On Wednesday, shares of Didi (ticker: DIDI) opened at $16.65, reached a high of $18.01 and then dropped. The stock, during the afternoon, traded dangerously close to its $14 IPO price. If it had fallen below $14, the offering would’ve been considered a broken deal. Didi closed Wednesday at $14.14, up 14 cents from its offer price.

The muted performance came during a busy day for IPOs. Didi was one of 10 companies that opened for trading on Wednesday.

The Chinese ride-hailing behemoth said it sold 316.8 million American depositary shares at $14, the top of its $13-to-$14 price range. Four such shares represent one class A ordinary share. The company announced on Wednesday morning that it had increased the size of the deal; it had planned on offering 288 million shares.

At $14.14 a share, Didi’s valuation stood at $73.5 billion on a fully diluted basis.

SentinelOne (S), the AI-powered cybersecurity platform, also began trading Wednesday. The stock kicked off at $46 and ended at $42.50, up 21% from the offer price.

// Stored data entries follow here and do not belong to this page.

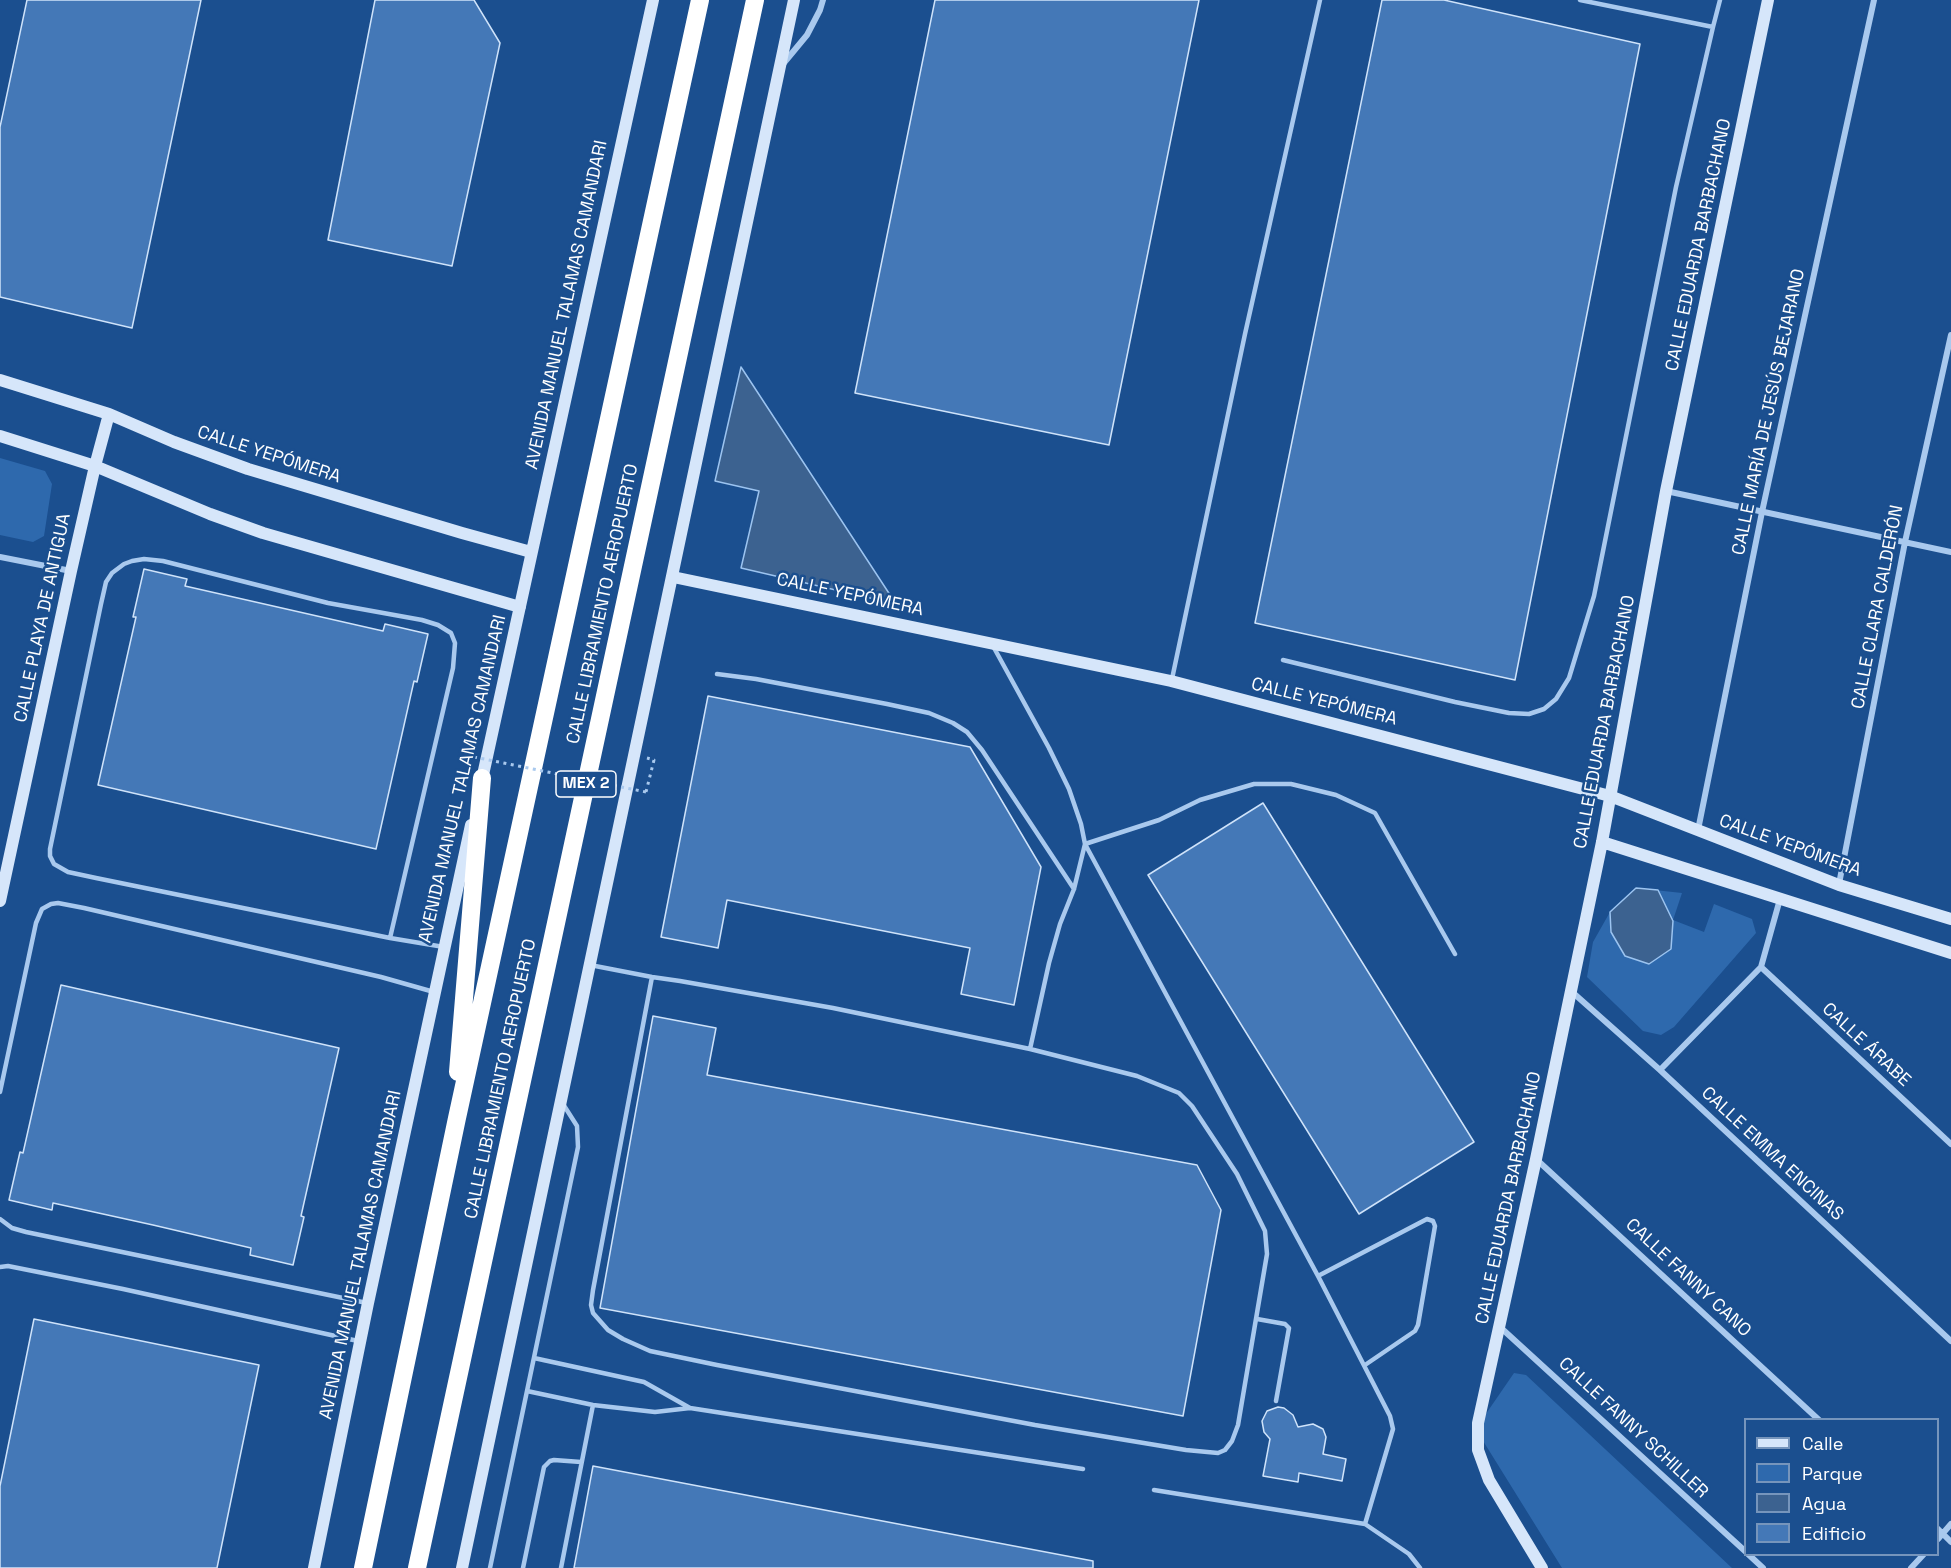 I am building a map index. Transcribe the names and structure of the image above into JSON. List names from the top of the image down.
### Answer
{
  "streets": {
    "highway": ["CALLE LIBRAMIENTO AEROPUERTO", "MEX 2"],
    "main road": [
      "CALLE EDUARDA BARBACHANO",
      "AVENIDA MANUEL TALAMAS CAMANDARI",
      "CALLE YEPÓMERA",
      "CALLE PLAYA DE ANTIGUA"
    ],
    "street": [
      "CALLE MARÍA DE JESÚS BEJARANO",
      "CALLE CLARA CALDERÓN",
      "CALLE ÁRABE",
      "CALLE EMMA ENCINAS",
      "CALLE FANNY CANO",
      "CALLE FANNY SCHILLER"
    ]
  },
  "crossings": [
    ["CALLE EDUARDA BARBACHANO", "CALLE YEPÓMERA"],
    ["CALLE EDUARDA BARBACHANO", "CALLE EMMA ENCINAS"],
    ["CALLE EDUARDA BARBACHANO", "CALLE FANNY CANO"],
    ["CALLE EDUARDA BARBACHANO", "CALLE FANNY SCHILLER"],
    ["AVENIDA MANUEL TALAMAS CAMANDARI", "CALLE YEPÓMERA"],
    ["CALLE MARÍA DE JESÚS BEJARANO", "CALLE YEPÓMERA"],
    ["CALLE YEPÓMERA", "CALLE CLARA CALDERÓN"],
    ["CALLE YEPÓMERA", "CALLE PLAYA DE ANTIGUA"]
  ],
  "legend": [
    "Calle",
    "Parque",
    "Agua",
    "Edificio"
  ]
}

On Tuesday, SentinelOne collected $1.2 billion after selling 35 million shares at $35 each, above its expected price range. SentinelOne had filed to offer 32 million shares at $26 to $29 each, which it boosted to $31 to $32 a share on Monday.

Goldman Sachs, Morgan Stanley, and J.P. Morgan are the underwriters on the Didi offering.

Didi provides a smartphone app that lets users connect with vehicles and taxis for hire. Founded in 2012, it operates in nearly 4,000 cities, counties, and towns across 16 countries, its prospectus said. It had more than 493 million annual active users as of March 31. 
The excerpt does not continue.